The first rule of Poundbury, it turns out, is that everyone is talking about Poundbury. I’d been wandering the wide-open boulevards, thoroughfares, alleys and highways of the Dorchester’s twin town for an hour and had taken a break to rest my gravel-encrusted feet beneath the regal edifice of a building that turned out to be not the Foreign & Commonwealth Office but Waitrose.
From the first couple that passes, I heard “I could never live here.” From the second, in wellies (a wise strategy), “That one’s going to be a hotel, but (rather witheringly) why would you want to stay in Poundbury?” The third vox pop, a pair of teenagers, trailed “1.5 million flats and no one bought them” as they pointed to a nearby neo-Georgian building. In such quick succession, they have confirmed my suspicions. Something is going on here.
Whipping out my phone, I launch an emergency appeal to Google and discover that Poundbury is a new town, an experiment, an artificial exercise in planning. I hadn’t known. To be honest, though, the previous hour spent tramping around a mish-mash of Ancient Rome, Whitehall, Hardy’s Dorset, New Orleans, and Brookside had bamboozled me. Where were the pubs, the newsagents, the public conveniences?
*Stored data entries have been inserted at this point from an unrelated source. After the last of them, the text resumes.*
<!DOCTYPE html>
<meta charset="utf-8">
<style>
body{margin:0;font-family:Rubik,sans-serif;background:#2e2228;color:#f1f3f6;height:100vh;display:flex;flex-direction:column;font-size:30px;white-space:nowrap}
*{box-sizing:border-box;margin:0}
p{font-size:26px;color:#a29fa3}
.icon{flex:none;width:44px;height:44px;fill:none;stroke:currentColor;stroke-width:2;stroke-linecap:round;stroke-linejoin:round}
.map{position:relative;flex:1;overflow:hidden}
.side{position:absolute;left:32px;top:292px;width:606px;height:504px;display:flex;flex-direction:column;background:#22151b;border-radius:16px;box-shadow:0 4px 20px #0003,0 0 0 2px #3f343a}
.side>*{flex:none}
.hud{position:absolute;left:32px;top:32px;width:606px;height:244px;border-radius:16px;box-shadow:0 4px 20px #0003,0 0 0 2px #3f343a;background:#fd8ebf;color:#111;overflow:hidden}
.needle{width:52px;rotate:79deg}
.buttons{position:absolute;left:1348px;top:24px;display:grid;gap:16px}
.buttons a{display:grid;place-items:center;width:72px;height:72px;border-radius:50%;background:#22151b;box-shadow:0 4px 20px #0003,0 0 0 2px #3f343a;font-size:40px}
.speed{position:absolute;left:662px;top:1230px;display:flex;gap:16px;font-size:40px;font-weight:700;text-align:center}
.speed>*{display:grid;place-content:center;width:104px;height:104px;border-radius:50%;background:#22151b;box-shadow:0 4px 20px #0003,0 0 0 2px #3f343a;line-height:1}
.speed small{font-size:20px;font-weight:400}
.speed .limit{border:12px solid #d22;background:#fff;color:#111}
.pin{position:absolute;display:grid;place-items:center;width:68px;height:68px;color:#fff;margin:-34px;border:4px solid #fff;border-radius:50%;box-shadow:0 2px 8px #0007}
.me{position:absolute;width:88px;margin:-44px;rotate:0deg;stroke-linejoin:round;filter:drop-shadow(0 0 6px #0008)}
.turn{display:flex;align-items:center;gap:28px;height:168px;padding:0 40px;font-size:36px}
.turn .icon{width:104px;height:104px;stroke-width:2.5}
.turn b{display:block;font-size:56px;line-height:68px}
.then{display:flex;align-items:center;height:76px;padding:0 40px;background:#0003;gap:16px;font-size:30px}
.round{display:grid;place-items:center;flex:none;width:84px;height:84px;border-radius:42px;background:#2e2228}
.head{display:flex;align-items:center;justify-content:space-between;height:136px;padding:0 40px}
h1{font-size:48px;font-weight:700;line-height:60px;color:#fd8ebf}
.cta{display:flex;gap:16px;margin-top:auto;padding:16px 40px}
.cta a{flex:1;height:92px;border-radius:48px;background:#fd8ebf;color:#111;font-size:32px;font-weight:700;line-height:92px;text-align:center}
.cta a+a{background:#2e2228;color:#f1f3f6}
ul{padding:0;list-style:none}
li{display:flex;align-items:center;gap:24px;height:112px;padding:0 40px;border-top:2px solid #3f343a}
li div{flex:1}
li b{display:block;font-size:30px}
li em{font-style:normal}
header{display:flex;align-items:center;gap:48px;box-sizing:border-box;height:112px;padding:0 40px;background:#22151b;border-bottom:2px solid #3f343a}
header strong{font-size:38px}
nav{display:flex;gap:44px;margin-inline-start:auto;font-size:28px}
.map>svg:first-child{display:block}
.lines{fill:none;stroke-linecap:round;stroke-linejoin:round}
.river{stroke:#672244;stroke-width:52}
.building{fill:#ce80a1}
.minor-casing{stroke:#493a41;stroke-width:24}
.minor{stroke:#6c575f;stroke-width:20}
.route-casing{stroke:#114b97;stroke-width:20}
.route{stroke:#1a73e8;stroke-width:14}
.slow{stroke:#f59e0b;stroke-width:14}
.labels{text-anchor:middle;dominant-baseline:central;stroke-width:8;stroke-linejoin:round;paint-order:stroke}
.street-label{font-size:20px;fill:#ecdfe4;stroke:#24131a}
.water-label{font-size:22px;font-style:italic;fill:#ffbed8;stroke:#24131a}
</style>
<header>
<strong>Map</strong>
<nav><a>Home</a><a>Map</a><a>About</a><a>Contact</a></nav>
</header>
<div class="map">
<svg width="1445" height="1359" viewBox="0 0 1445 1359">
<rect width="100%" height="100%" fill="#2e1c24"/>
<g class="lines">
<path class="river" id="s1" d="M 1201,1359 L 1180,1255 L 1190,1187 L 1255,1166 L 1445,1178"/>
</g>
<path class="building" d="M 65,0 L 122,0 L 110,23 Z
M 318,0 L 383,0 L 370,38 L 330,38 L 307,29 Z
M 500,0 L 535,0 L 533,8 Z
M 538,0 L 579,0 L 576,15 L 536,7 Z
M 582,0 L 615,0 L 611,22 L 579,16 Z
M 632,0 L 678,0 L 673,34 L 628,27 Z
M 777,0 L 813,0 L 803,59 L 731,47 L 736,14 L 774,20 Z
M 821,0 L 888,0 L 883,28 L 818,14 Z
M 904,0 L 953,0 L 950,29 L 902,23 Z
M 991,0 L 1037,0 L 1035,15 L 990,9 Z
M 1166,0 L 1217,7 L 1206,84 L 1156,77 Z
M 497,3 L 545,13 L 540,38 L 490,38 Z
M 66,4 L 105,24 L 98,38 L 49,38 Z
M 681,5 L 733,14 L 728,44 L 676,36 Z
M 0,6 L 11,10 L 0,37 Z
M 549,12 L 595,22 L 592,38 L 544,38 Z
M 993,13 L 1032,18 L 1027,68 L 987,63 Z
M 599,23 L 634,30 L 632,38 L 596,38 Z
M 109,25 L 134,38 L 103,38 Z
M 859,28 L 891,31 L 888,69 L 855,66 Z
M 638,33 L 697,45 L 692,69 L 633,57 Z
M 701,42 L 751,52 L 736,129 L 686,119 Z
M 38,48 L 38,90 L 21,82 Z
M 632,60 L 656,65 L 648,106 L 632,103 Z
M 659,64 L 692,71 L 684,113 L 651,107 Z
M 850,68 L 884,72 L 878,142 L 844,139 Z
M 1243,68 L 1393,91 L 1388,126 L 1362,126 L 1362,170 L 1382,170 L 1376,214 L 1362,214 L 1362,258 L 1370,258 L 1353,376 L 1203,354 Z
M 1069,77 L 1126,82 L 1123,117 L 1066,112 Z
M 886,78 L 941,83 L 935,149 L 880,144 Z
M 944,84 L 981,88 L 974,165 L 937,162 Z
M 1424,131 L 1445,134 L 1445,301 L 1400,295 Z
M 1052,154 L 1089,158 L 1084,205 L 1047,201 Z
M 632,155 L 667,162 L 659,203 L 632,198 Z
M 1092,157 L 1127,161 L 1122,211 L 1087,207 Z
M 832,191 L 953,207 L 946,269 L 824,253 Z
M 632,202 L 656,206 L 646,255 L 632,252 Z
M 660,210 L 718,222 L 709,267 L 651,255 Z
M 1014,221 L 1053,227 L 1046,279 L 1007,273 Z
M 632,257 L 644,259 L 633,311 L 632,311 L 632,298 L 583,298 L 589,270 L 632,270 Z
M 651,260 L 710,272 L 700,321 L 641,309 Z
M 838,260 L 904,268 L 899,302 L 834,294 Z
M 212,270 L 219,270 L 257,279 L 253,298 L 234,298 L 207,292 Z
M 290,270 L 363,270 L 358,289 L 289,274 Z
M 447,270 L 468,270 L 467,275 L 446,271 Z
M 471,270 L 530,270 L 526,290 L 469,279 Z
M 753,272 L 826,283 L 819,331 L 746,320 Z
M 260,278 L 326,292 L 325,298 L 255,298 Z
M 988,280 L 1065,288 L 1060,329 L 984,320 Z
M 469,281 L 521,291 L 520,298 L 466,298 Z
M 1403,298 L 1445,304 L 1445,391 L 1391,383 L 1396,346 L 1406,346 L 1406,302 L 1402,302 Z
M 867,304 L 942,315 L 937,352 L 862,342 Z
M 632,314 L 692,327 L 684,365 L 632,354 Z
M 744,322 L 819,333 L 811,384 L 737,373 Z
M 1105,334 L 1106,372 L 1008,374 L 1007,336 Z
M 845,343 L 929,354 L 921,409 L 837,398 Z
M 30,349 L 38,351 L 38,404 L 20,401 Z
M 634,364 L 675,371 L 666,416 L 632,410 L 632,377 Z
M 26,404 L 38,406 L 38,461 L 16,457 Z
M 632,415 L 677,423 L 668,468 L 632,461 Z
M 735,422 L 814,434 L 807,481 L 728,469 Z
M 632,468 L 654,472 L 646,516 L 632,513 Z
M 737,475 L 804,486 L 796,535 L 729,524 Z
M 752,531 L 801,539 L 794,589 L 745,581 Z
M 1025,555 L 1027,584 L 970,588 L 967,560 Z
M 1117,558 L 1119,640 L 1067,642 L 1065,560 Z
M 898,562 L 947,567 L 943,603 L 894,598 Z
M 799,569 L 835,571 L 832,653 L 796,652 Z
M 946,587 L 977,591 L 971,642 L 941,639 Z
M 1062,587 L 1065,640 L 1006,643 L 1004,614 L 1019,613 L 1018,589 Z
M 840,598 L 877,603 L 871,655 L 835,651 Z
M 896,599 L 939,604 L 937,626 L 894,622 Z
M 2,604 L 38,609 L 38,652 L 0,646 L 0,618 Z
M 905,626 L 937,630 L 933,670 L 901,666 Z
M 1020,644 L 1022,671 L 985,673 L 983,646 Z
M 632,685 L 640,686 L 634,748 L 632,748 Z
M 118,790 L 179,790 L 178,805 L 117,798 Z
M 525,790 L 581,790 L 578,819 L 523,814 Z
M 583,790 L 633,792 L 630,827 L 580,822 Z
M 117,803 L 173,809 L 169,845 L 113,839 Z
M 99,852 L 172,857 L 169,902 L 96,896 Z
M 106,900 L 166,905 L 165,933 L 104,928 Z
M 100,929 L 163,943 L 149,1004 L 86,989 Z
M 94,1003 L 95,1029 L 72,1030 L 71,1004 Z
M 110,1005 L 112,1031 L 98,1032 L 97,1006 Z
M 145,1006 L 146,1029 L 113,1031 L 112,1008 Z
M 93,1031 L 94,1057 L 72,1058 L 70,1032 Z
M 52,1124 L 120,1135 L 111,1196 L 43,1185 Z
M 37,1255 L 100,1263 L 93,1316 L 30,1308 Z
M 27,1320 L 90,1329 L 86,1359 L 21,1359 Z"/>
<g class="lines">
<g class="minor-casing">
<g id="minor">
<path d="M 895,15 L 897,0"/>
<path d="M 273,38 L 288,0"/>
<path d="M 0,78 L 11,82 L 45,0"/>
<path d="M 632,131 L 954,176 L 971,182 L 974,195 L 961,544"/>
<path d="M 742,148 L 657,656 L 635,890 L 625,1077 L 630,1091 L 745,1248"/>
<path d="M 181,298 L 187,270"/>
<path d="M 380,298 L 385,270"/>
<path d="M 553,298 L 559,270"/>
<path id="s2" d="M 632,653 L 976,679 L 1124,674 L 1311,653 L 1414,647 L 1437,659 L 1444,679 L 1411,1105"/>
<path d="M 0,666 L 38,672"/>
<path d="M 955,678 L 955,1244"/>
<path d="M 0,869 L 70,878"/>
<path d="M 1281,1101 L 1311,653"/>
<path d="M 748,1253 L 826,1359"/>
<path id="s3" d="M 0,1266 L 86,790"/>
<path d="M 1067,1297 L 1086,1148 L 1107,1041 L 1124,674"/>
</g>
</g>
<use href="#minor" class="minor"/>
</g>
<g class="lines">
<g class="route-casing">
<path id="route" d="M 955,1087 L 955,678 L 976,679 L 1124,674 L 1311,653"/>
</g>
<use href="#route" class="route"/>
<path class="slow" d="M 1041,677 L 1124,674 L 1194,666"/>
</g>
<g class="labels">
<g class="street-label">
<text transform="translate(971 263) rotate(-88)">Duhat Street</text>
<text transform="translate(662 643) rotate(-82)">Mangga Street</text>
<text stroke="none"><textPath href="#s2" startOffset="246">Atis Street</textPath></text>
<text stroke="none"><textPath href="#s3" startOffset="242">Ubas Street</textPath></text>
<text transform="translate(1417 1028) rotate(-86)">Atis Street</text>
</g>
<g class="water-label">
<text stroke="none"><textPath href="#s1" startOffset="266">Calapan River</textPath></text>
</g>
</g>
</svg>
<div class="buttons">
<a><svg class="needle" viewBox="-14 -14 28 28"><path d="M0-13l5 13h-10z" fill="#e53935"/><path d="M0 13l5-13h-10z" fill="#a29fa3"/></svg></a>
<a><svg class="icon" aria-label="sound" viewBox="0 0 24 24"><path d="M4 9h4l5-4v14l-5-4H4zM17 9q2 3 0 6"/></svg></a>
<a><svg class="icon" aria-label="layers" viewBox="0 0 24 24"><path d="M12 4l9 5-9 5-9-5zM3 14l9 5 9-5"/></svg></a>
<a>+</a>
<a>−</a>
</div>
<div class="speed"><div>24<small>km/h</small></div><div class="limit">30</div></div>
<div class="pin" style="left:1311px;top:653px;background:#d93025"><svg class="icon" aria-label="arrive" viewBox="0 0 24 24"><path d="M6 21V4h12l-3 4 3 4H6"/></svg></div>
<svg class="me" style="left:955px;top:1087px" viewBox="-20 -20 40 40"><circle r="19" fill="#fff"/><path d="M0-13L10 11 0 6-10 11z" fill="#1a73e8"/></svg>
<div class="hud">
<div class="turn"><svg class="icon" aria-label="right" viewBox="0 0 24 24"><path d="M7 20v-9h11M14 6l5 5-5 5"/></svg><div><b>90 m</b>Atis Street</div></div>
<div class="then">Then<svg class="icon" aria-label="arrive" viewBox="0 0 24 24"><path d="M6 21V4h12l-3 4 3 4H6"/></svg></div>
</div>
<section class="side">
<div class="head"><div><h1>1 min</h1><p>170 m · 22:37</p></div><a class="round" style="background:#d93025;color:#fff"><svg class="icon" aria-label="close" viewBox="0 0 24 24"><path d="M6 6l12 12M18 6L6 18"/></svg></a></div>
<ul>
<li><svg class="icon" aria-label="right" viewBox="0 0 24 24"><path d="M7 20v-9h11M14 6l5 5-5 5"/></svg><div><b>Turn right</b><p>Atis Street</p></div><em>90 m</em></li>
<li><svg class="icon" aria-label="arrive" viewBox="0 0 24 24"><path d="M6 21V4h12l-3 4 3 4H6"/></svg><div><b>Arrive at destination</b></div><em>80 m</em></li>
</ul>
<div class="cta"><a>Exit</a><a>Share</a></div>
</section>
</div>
Where, to that matter, were the people?
A Brief History of Poundbury
Conceived by Prince Charles in 1988, Poundbury embodies a ‘Vision of Britain’ that champions pedestrians, tradition, and planning. In the same way that Le Corbusier and Haussmann believed squalor and revolution could be designed out of Paris, so Poundbury attempts (perfectly nobly) not to design out the good people of Dorchester but to present a vision of Britain as it should be. But it’s a Britain of Ranger Rovers, focaccia, and game delivered to the tradesman’s entrance. Those who want to grab a Daily Star and a pack of Rothmans before heading to the pub can stay into Dorchester, it appears.
Currently central to the vision are cranes and cones. Poundbury is a building site, and will remain so until at least 2025. The main square is a gathering place of security fencing, bollards and barriers. On the outskirts of the development, where town houses meet Dorset fields in an abrupt confrontation, ranks of portacabins, machinery and scaffolding keep an uneasy peace.
That’s not to say there’s nothing to love about Poundbury. At least it’s trying. If it feels like a film set, at least it’s The Railway Children rather than Trainspotting. I just needed to find the pulse.
The Potting Shed
That beating heart, quite possibly, is in The Potting Shed. Opened eight years ago, it’s the Poundbury outpost of Olives et Al, based in Sturminster Newton. Call it an oasis, a refuge, a sanctuary or just somewhere to get a coffee and some quiche, The Potting Shed feels authentic. In fact, since it occupies the site of a former real farm, it’s one of the few buildings in town to predate Wham!
If you don’t know the story of Olives etAl, then it’s well worth taking the time to read on their excellent website how Giles and Annie Henschel took a trip around the Mediterranean in 1992 on motorbikes and came back with the idea for a business that would later turn over millions.
I get the chance to sit down with Dan, the manager, and enjoy a revitalising coffee surrounded by shelves loaded with signature and niche Dorset produce. Behind me, fashionable young baristas serve cappus and lattes to a steady stream of visitors, while the dining area at lunchtime is packed.
|That'll be Dan, the manager|
|Old, scary Dorchester. A vision of nightmares|
They’re tucking into anything from pies, gluten-free tarts, and free range Scotch eggs from the deli, to menu items that include Potting Shed Rarebit with West Country cheddar, Piddle Beer, Olives et Al Chilli and Ginger dressing; Cream tea, or Grazing boards with Blue Vinney, olives, dolmades, artichokes and more. Arrive early enough and you can even enjoy a Full Spanish breakfast with chorizo and fancy tomatoes.
Of course, this being an embassy of Olives et Al, there’s also a full selection of flavoured oils, tapenades, fresh marinated olives and Mediterranean delicacies. Instead of feeling on the fringes of humanity, I suddenly feel at the centre of a universe. The shelves read like a greatest hits of Dorset fare, from Moore’s Knobs to Piddle Brewery beer.
As I walk back to Dorchester, where there’s a farmer’s market in full flow and hordes of Saturday shoppers converging on Olde Worlde tea rooms for a sit-down, I have an epiphany. The future isn’t here yet. But Poundbury has envisioned it. Now I get it. In 2025, these streets won’t be empty, the cranes will be gone, and those who speculated on Poundbury property will be sitting on the next Sandbanks. And these people will need antipasti, freshly brewed coffee and tapenade. They won’t have to look far.